**Exercise directions**.
Omit every picture and write out the rest of the records exactly.

**Records supplied**.
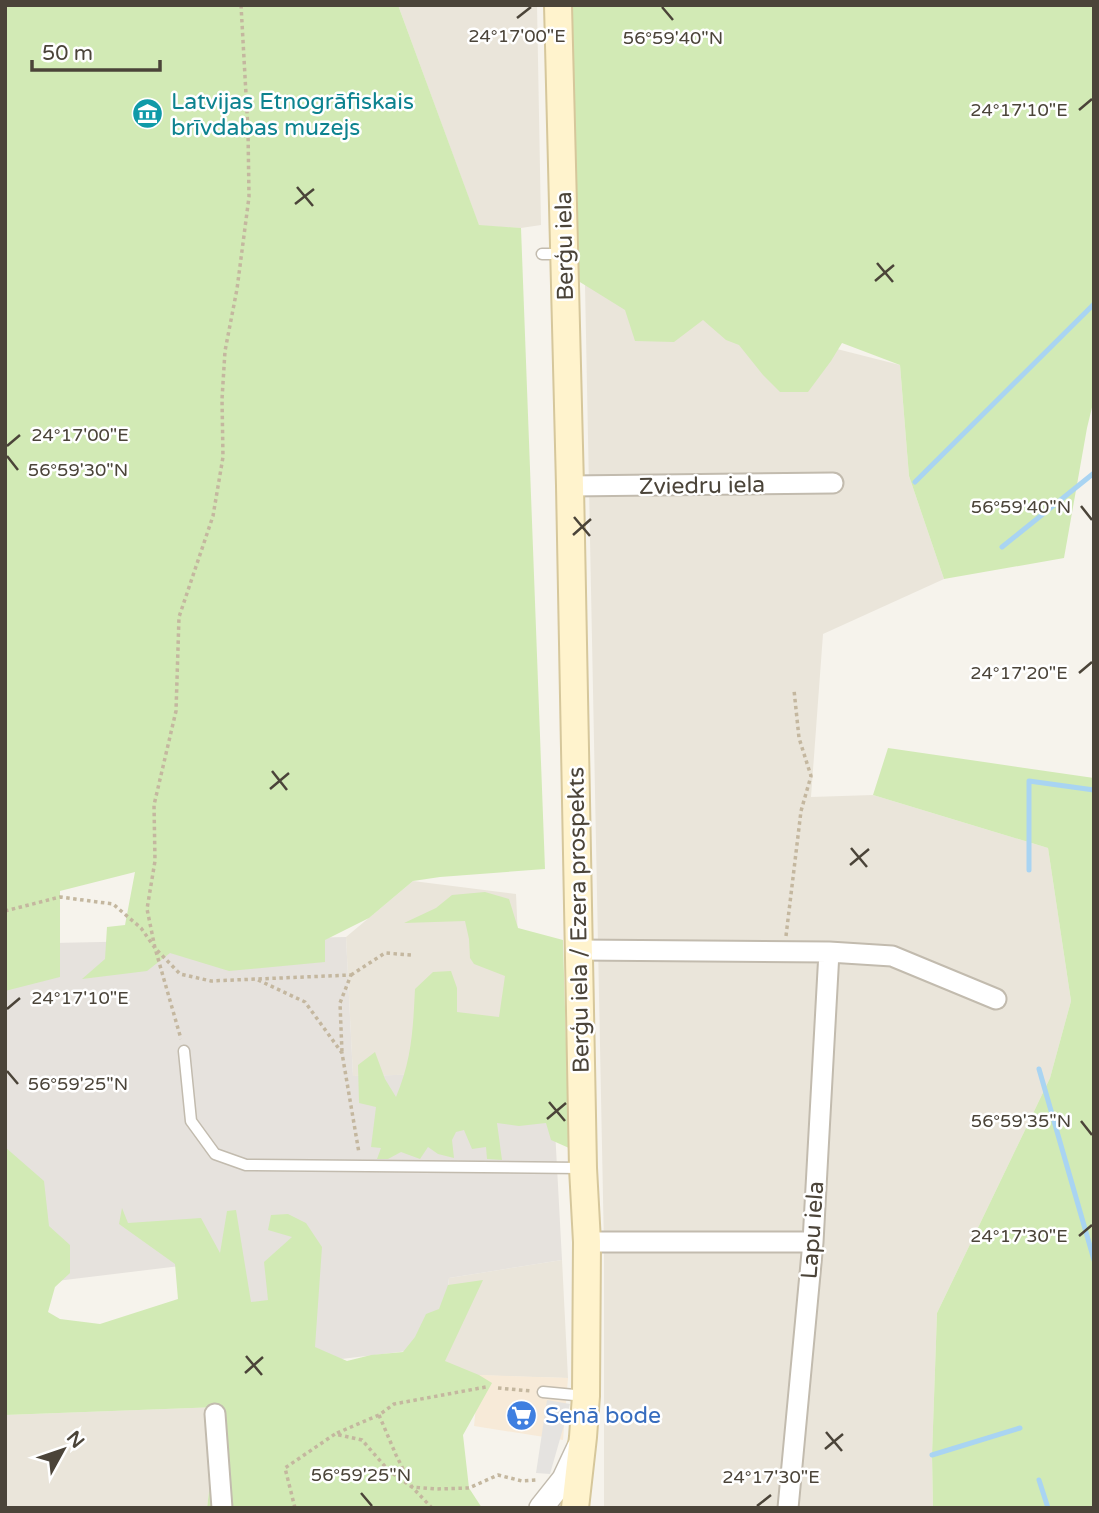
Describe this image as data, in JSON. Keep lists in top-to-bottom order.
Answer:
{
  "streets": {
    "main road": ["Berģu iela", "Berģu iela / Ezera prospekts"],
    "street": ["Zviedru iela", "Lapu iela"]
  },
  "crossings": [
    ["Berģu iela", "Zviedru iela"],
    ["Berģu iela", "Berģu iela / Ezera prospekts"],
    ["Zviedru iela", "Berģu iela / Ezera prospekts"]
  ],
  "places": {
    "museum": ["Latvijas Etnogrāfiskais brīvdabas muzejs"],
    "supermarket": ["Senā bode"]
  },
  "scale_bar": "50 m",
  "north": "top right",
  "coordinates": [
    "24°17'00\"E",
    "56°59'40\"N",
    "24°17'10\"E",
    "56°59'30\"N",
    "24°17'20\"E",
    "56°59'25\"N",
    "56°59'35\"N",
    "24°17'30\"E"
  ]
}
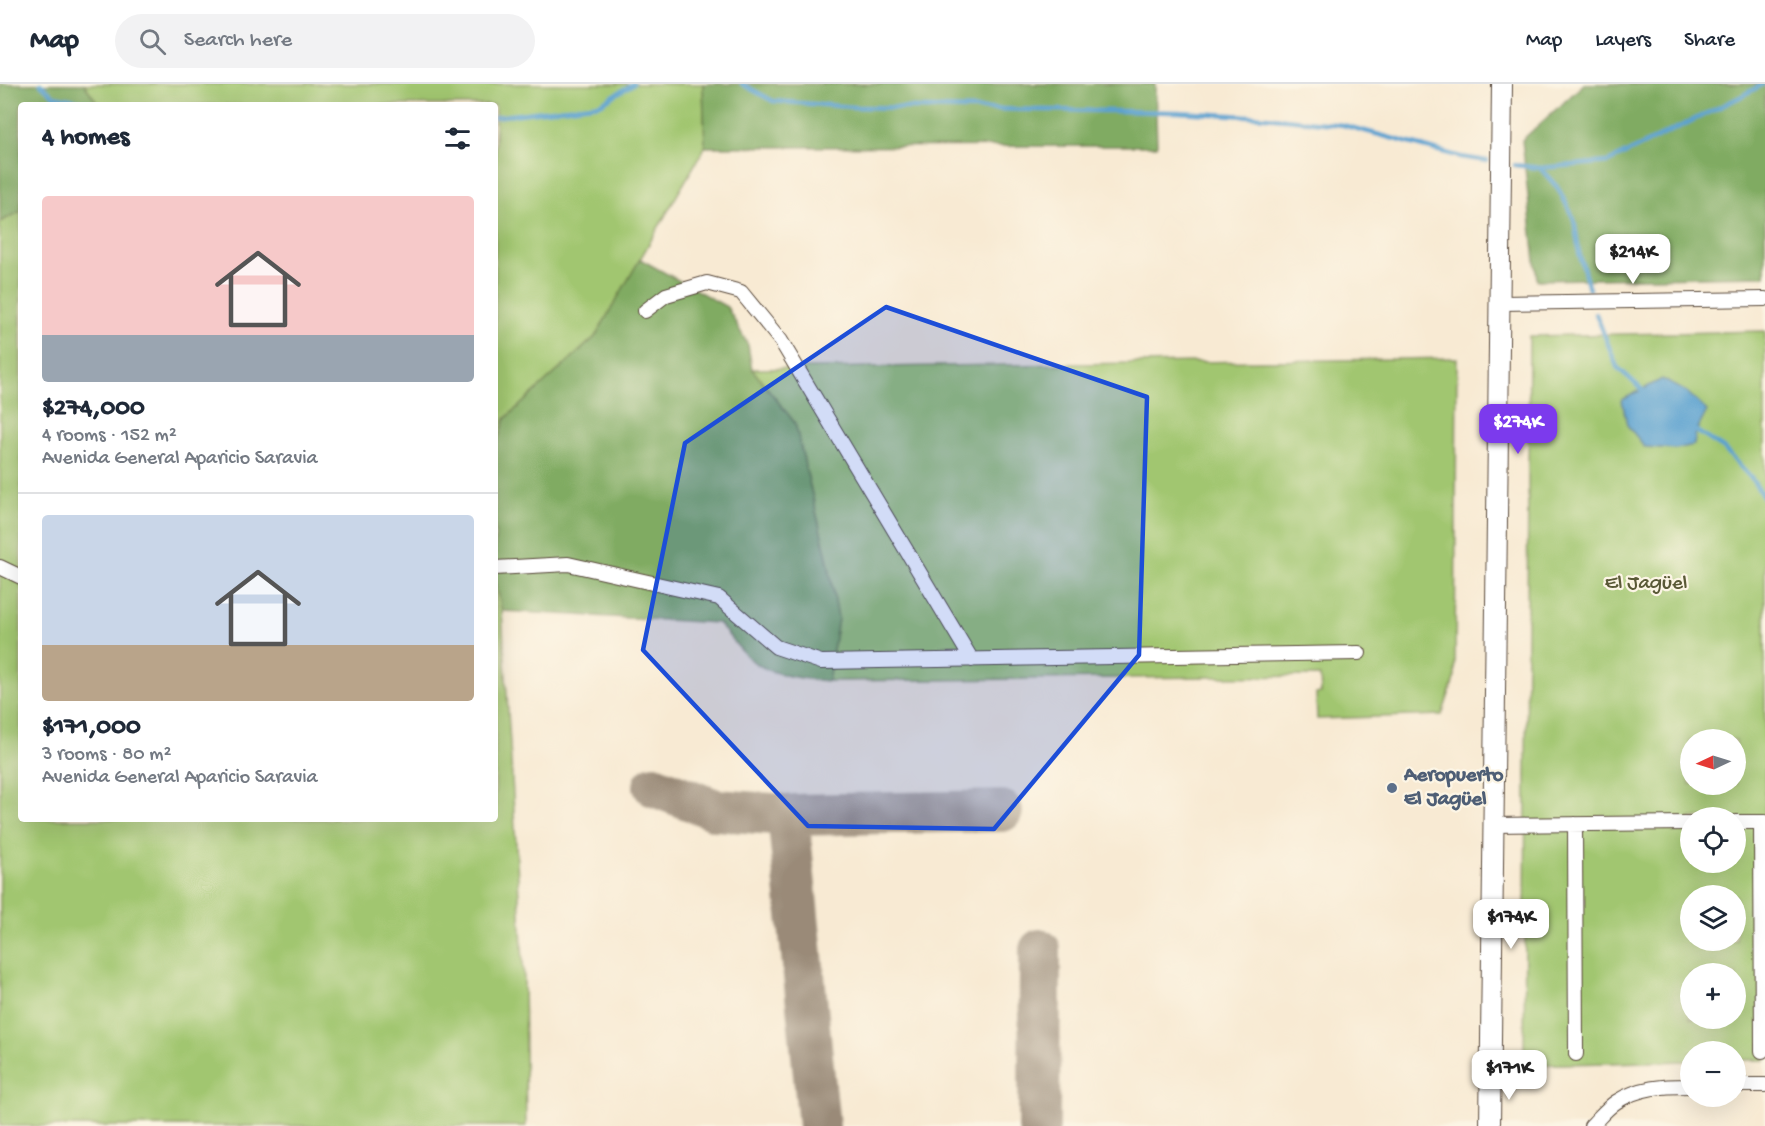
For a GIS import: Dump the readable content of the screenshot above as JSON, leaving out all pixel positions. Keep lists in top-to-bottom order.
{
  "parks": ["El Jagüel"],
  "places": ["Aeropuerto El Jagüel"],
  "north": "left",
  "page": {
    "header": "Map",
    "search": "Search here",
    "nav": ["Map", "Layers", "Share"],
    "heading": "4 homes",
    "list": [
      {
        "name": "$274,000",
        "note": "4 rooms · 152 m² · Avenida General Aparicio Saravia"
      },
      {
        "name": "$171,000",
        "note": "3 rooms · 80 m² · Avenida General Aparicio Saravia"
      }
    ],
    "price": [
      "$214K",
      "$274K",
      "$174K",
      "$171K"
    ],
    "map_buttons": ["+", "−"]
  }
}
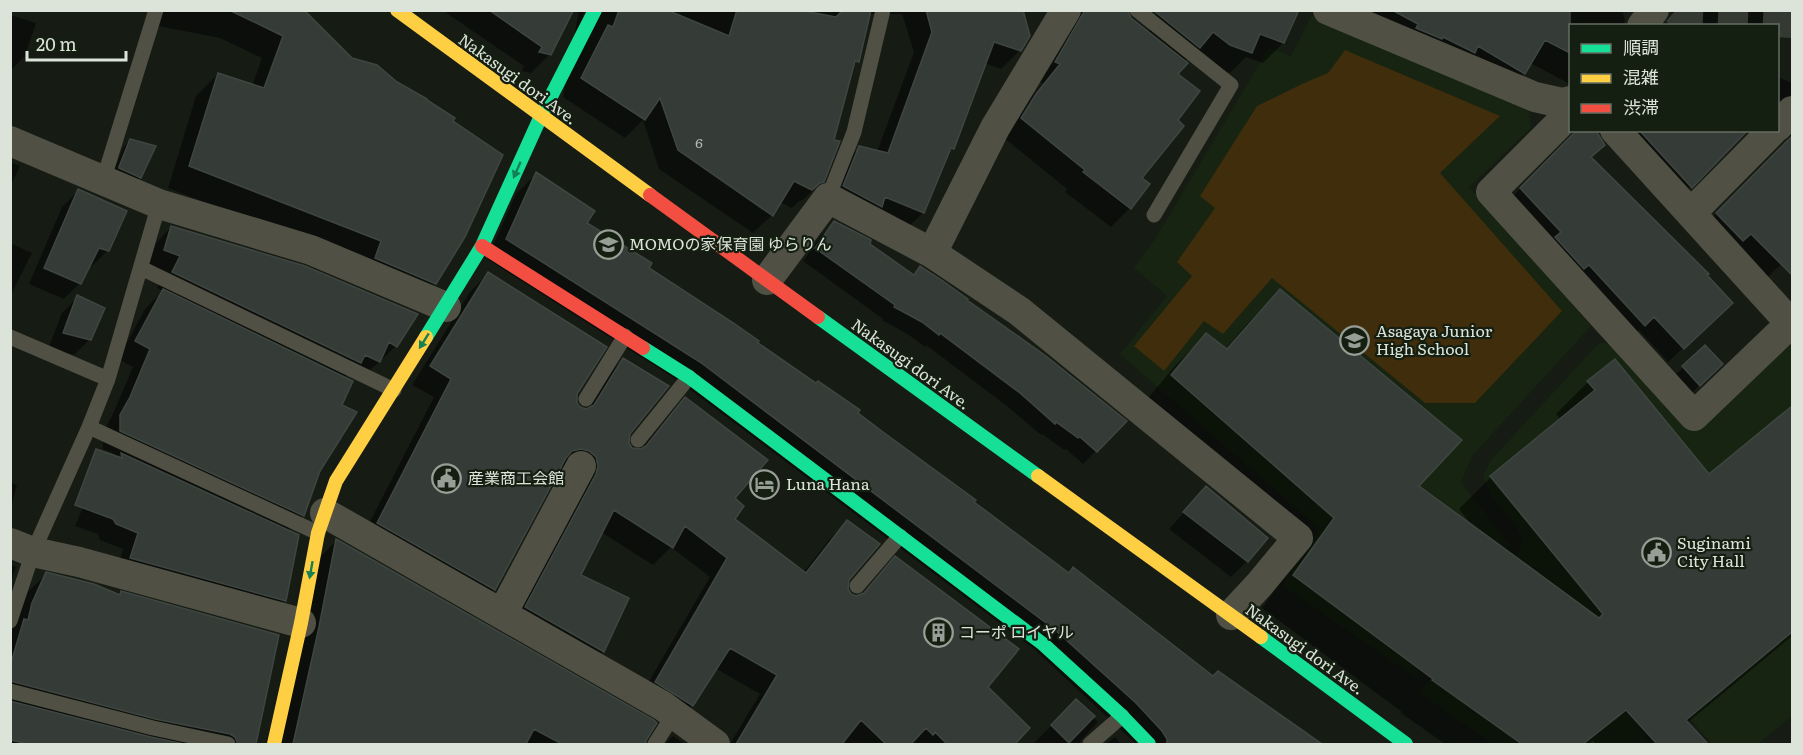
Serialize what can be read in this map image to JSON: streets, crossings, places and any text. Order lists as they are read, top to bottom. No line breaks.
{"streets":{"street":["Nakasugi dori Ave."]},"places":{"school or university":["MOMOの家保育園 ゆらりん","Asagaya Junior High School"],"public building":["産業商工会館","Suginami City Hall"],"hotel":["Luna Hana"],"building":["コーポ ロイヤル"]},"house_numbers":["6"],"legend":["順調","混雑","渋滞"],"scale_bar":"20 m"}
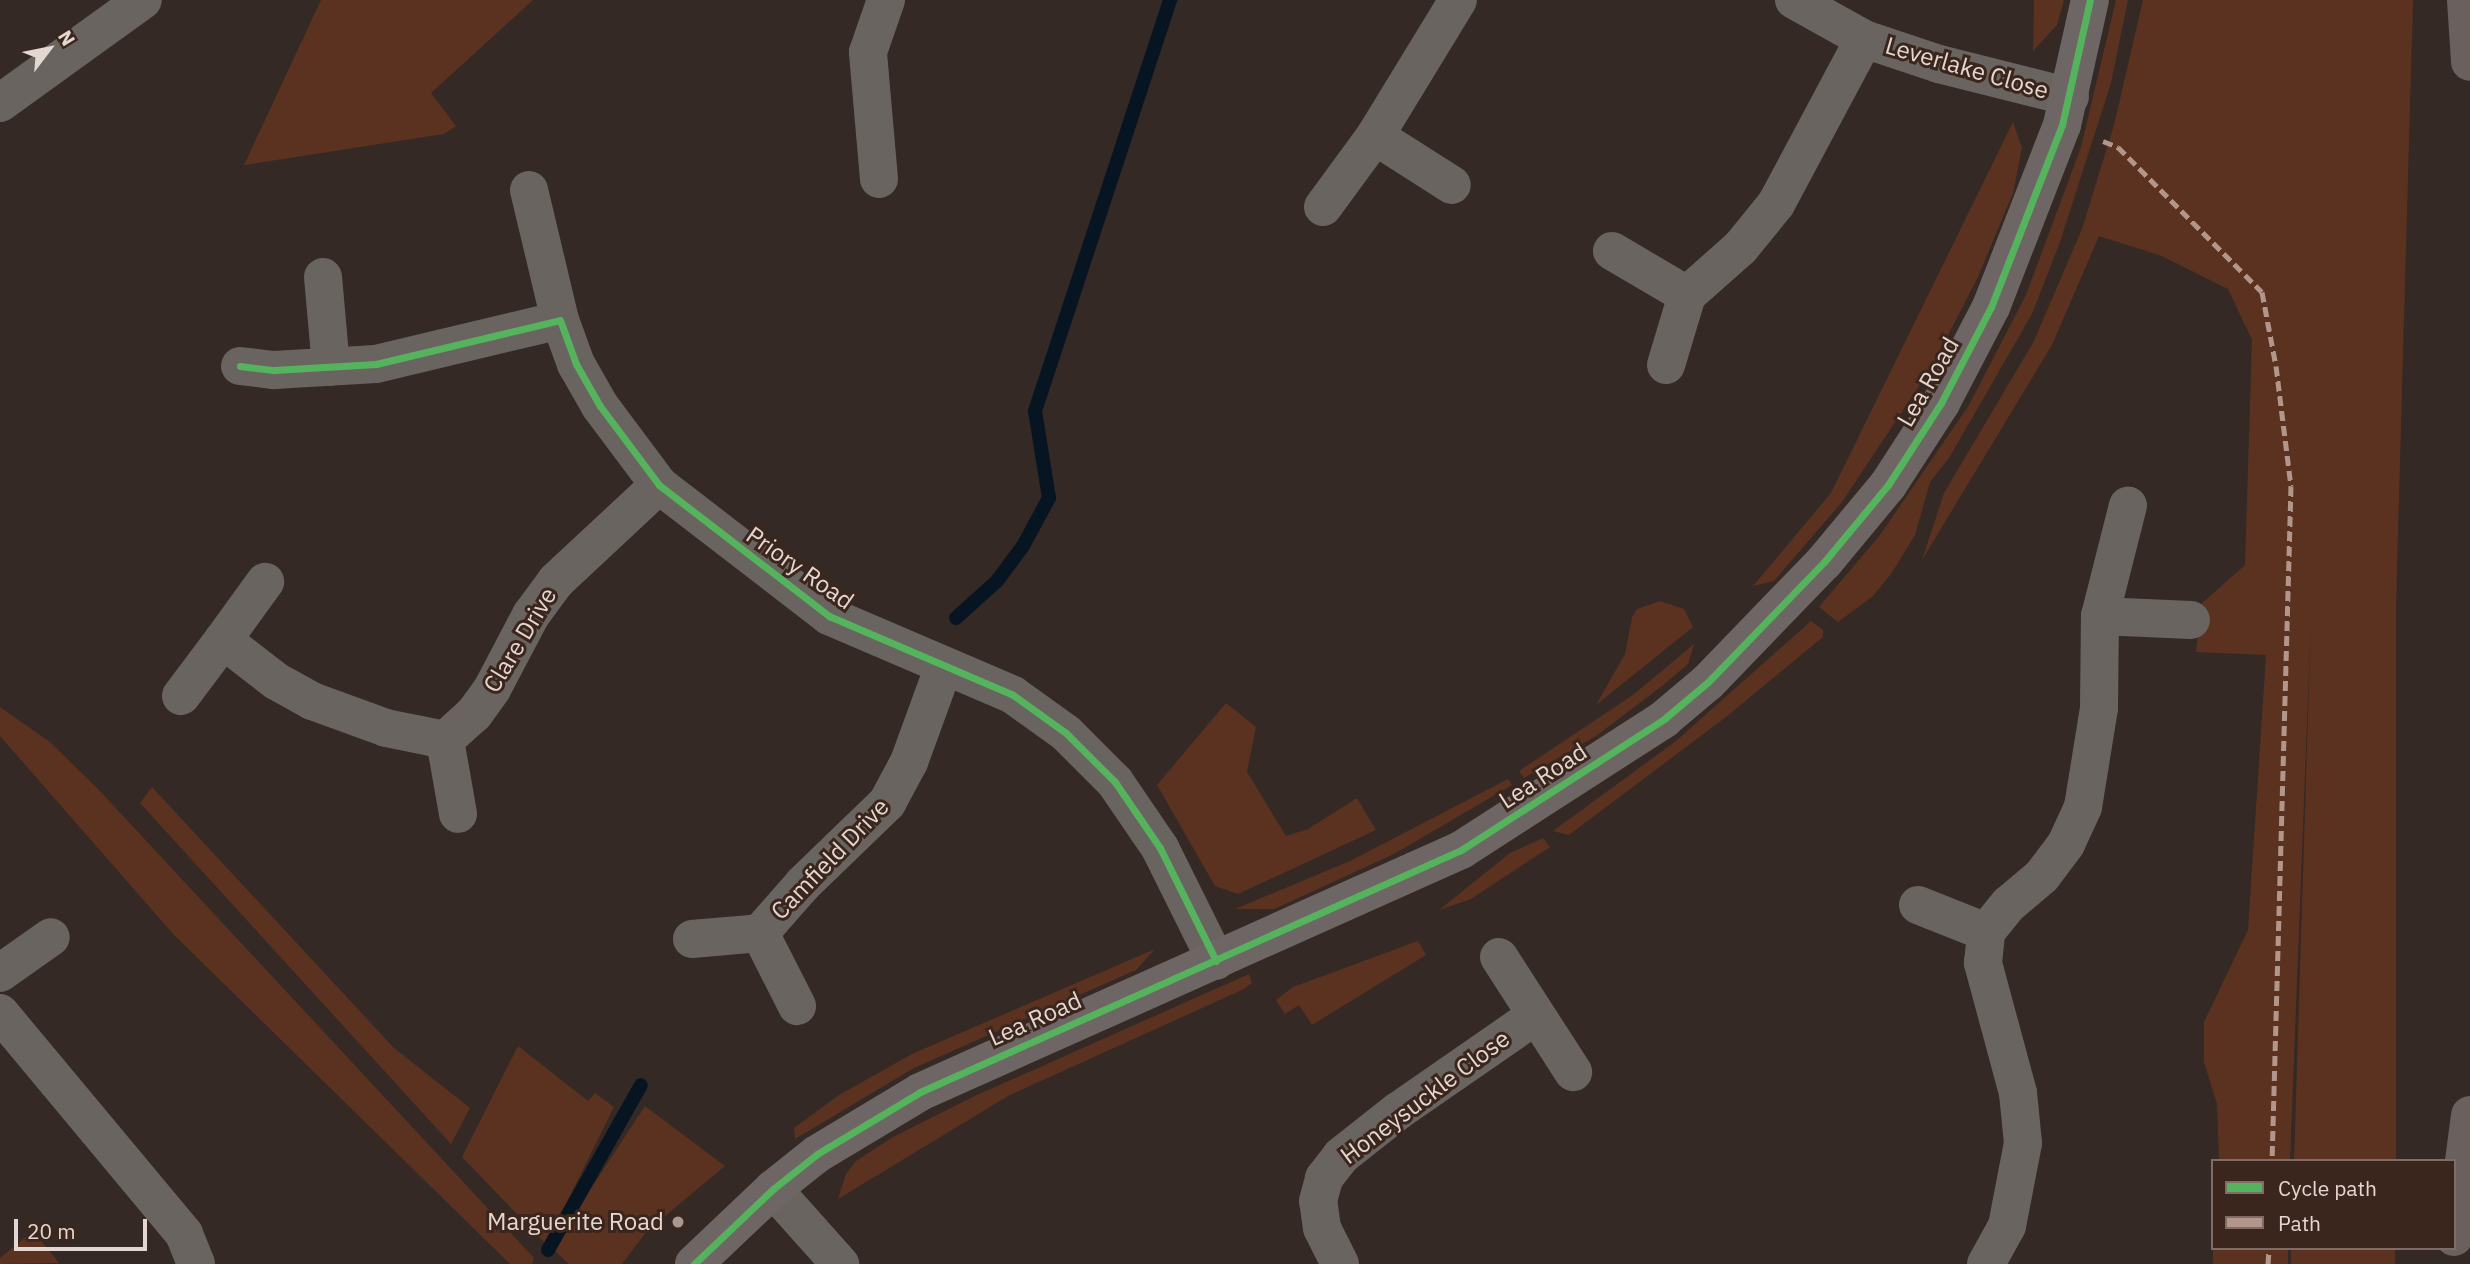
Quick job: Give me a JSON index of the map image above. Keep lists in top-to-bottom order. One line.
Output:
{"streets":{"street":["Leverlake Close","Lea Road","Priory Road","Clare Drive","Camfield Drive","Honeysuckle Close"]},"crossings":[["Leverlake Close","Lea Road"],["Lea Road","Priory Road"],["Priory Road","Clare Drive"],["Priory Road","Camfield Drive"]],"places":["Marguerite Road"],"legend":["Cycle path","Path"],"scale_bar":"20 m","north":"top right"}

**Reply**.
Describe this image as data, in JSON. Keep lists in top-to-bottom order.
Answer:
{
  "streets": {
    "main road": ["Berģu iela", "Berģu iela / Ezera prospekts"],
    "street": ["Zviedru iela", "Lapu iela"]
  },
  "crossings": [
    ["Berģu iela", "Zviedru iela"],
    ["Berģu iela", "Berģu iela / Ezera prospekts"],
    ["Zviedru iela", "Berģu iela / Ezera prospekts"]
  ],
  "places": {
    "museum": ["Latvijas Etnogrāfiskais brīvdabas muzejs"],
    "supermarket": ["Senā bode"]
  },
  "scale_bar": "50 m",
  "north": "top right",
  "coordinates": [
    "24°17'00\"E",
    "56°59'40\"N",
    "24°17'10\"E",
    "56°59'30\"N",
    "24°17'20\"E",
    "56°59'25\"N",
    "56°59'35\"N",
    "24°17'30\"E"
  ]
}
For a GIS import: Dump the readable content of the screenshot above as JSON, leaving out all pixel positions. Keep lists in top-to-bottom order.
{
  "parks": ["El Jagüel"],
  "places": ["Aeropuerto El Jagüel"],
  "north": "left",
  "page": {
    "header": "Map",
    "search": "Search here",
    "nav": ["Map", "Layers", "Share"],
    "heading": "4 homes",
    "list": [
      {
        "name": "$274,000",
        "note": "4 rooms · 152 m² · Avenida General Aparicio Saravia"
      },
      {
        "name": "$171,000",
        "note": "3 rooms · 80 m² · Avenida General Aparicio Saravia"
      }
    ],
    "price": [
      "$214K",
      "$274K",
      "$174K",
      "$171K"
    ],
    "map_buttons": ["+", "−"]
  }
}
Serialize what can be read in this map image to JSON: streets, crossings, places and any text. Order lists as they are read, top to bottom. No line breaks.
{"streets":{"street":["Nakasugi dori Ave."]},"places":{"school or university":["MOMOの家保育園 ゆらりん","Asagaya Junior High School"],"public building":["産業商工会館","Suginami City Hall"],"hotel":["Luna Hana"],"building":["コーポ ロイヤル"]},"house_numbers":["6"],"legend":["順調","混雑","渋滞"],"scale_bar":"20 m"}
Quick job: Give me a JSON index of the map image above. Keep lists in top-to-bottom order. One line.
Output:
{"streets":{"street":["Leverlake Close","Lea Road","Priory Road","Clare Drive","Camfield Drive","Honeysuckle Close"]},"crossings":[["Leverlake Close","Lea Road"],["Lea Road","Priory Road"],["Priory Road","Clare Drive"],["Priory Road","Camfield Drive"]],"places":["Marguerite Road"],"legend":["Cycle path","Path"],"scale_bar":"20 m","north":"top right"}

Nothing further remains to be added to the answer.